Yee Man Sharly Tse-Souche, une habitante de Rose-Hill, reproche à la STC d’avoir « illégalement » importé et distribué de l’essence d’août à décembre 2019. Elle soutient que la STC a enfreint les Public Health Laws au détriment du public ainsi que la Dangerous Chemicals Control Act 2004, en important du carburant avec « des taux élevés et inacceptables de manganèse ». Une manœuvre qui a endommagé son véhicule, achetée en 2013.
La plaignante avait aussi porté plainte auprès de l’Association des consommateurs de l’île Maurice. Dans sa plainte rédigée par l’avoué Hiren Jankee, elle relate que le 12 décembre 2019, alors qu’elle était en route pour l’aéroport pour récupérer son mari, elle avait fait le plein dans une station-service sur l’autoroute M1 à Highlands. C’est sur le chemin du retour qu’elle a commencé à entendre un claquement dans le moteur de son véhicule. Elle sentait aussi que son véhicule commençait à perdre de la puissance. Le lendemain, trouvant que son moteur ne fonctionnait pas adéquatement, le véhicule a été remorqué à l’atelier de CFAO Motors (Mauritius) Ltd, concessionnaire officiel de la marque à Maurice. Elle a été informée par la suite que le bruit et le manque de puissance du moteur étaient dus à la mauvaise qualité de l’essence importée et distribuée par la STC. La plaignante avait, le 18 décembre, rapporté l’incident à la STC et à la Consumer Protection Unit. Elle soutient n’avoir pas eu de réponse de la STC. La plaignante avance ainsi dans sa plainte que la STC « being the sole and exclusive importer and wholesale distributor of gasoline fuel over the Mauritian territory, has a duty to ensure that the said gasoline fuel is free from any defects and is up to the required safety and quality norms, standards and specifications ».

La plaignante devait aussi faire mention des tests effectués par la Motor Vehicles Dealers’ Association (MVDA) qui ont révélé que le taux de manganèse dans le carburant importé par la STC était bien plus élevé que le taux requis de 2 mg/litre d’essence.
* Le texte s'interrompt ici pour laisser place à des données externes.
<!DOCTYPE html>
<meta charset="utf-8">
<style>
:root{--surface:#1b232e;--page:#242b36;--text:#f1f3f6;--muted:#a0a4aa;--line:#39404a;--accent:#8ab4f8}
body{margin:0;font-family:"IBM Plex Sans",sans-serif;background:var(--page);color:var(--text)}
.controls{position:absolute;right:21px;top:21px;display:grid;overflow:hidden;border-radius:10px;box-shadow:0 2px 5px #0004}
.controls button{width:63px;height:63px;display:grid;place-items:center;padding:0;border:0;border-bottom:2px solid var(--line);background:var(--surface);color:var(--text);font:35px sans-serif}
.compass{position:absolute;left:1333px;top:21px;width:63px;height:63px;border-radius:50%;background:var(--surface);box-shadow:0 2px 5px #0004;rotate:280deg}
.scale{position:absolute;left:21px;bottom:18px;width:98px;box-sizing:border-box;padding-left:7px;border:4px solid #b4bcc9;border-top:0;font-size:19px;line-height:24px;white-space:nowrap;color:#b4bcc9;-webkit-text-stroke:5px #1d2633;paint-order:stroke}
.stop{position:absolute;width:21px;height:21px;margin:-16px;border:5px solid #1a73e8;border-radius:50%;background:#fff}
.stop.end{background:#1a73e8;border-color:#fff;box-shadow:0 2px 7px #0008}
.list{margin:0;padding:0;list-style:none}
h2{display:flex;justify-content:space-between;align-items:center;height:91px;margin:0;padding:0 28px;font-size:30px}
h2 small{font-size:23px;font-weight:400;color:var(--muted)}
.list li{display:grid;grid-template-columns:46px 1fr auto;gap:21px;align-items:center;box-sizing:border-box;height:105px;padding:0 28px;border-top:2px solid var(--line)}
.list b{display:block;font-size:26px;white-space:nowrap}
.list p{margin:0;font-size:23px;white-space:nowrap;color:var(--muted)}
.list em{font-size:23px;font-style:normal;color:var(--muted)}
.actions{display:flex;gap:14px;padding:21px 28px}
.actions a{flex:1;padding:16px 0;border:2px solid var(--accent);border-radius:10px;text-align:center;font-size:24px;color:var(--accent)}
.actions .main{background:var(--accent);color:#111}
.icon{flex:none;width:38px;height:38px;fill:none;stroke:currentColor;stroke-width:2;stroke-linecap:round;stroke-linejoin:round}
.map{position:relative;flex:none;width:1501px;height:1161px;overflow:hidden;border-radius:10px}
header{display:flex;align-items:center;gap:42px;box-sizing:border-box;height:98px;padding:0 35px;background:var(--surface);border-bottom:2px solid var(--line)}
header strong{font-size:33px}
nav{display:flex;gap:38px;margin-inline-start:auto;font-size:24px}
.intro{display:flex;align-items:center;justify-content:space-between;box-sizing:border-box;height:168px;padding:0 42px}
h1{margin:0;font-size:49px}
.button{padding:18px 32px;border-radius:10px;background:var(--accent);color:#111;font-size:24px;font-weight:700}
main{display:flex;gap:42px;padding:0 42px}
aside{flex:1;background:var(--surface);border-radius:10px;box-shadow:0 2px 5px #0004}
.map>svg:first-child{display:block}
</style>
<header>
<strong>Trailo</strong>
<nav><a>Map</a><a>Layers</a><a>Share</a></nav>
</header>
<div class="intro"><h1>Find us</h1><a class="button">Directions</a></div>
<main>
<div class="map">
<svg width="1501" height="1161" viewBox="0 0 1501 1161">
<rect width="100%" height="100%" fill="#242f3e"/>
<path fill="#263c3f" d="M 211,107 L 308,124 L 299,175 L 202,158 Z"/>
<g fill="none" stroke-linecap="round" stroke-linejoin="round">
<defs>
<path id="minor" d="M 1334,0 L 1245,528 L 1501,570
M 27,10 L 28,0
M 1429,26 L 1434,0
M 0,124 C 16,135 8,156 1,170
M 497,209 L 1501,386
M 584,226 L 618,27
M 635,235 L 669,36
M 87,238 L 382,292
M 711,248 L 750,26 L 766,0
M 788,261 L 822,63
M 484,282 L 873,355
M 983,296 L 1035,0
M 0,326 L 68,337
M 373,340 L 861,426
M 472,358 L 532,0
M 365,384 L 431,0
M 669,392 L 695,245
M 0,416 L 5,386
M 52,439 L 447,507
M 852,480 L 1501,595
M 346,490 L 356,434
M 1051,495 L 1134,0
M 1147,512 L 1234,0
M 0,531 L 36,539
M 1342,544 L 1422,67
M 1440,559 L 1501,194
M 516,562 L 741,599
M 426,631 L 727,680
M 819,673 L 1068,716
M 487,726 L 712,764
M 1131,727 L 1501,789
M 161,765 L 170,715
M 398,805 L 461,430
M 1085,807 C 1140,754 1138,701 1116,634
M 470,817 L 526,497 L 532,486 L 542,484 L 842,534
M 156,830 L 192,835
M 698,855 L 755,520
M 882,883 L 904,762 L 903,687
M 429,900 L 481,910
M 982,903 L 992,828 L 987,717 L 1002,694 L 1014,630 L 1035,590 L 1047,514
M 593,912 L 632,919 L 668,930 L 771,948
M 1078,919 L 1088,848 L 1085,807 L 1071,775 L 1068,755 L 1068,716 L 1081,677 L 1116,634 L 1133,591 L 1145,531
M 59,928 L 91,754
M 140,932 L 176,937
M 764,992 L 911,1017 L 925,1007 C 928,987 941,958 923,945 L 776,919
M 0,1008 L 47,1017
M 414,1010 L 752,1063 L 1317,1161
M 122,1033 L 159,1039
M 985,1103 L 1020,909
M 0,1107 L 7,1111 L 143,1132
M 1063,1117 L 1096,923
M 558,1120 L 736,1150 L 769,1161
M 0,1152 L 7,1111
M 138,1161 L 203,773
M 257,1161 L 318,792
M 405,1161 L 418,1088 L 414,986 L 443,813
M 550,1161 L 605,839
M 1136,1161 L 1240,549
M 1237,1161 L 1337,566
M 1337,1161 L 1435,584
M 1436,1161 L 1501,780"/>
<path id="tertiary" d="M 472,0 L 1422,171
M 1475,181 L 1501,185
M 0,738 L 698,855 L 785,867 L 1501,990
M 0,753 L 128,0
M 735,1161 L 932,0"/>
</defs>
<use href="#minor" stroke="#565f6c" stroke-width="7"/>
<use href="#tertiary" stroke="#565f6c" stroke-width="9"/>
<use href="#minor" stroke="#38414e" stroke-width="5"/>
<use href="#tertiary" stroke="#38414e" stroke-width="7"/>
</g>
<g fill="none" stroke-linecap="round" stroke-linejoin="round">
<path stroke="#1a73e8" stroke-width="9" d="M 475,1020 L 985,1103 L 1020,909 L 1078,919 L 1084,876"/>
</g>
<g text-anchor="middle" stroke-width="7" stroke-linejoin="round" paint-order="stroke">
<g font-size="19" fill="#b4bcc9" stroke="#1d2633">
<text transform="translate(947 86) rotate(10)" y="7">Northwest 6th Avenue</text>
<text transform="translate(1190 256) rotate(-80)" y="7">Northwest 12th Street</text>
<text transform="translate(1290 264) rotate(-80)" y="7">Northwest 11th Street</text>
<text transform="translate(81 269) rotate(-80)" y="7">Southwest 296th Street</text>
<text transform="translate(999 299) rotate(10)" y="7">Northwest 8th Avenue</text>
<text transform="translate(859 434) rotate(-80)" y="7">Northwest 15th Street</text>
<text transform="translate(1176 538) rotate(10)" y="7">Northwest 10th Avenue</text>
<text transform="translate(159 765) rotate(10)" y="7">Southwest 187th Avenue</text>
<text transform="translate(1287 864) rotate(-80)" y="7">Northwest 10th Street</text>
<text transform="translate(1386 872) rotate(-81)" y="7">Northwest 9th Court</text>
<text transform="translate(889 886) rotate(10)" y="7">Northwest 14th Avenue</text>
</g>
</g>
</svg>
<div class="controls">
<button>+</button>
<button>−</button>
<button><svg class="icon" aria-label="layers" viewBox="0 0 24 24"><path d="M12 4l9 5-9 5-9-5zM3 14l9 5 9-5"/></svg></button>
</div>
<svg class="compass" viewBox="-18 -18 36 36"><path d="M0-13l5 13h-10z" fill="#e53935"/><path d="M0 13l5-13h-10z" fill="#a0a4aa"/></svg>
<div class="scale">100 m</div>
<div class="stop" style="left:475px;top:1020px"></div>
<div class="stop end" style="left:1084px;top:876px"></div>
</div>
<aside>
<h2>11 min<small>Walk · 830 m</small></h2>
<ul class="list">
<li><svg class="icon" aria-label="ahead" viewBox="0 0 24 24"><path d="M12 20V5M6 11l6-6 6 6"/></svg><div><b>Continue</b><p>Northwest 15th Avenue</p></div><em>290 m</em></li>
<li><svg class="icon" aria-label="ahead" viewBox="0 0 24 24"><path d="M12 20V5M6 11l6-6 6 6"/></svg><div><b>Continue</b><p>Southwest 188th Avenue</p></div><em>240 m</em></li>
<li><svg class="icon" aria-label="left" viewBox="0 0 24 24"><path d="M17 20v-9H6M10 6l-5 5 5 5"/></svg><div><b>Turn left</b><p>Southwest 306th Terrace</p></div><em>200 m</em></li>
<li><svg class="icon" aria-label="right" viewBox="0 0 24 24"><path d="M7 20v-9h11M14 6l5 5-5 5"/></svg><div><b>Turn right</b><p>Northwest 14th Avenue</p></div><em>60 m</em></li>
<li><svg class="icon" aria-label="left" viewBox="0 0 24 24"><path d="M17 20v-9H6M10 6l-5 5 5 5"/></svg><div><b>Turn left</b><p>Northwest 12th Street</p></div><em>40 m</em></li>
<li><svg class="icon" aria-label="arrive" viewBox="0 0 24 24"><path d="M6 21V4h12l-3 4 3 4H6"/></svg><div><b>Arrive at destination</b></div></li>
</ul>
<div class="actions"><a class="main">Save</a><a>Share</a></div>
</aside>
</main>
Selon les estimations de la MVDA, plus d’un millier de véhicules ont connu « ce problème de panne de moteur en raison de l’essence contaminée par du manganèse ». La plaignante soutient ainsi que la STC « has failed the test of transparency in that there is nothing on its website to check, verify and confirm the specifications and tender documents of the Emergency Procurement exercise under which gasoline fuel for the period of August 2019 – January 2020 was imported ».

Elle avance de plus que la STC s’est dédouanée de toute responsabilité et a agi « de mauvaise foi », rappelant que ce n’est que récemment que l’organisme a décidé de revoir les spécificités pour les fournitures prochaines de carburants. Elle a indiqué qu’elle doit désormais circuler avec une voiture de location et que le coût estimé pour la réparation et le remplacement des engins défectueux du véhicule s’élève à Rs 807 852. Pour le préjudice causé, elle réclame Rs 1 877 852 à la STC. La plaignante est représentée par Me Rajesh Unnuth.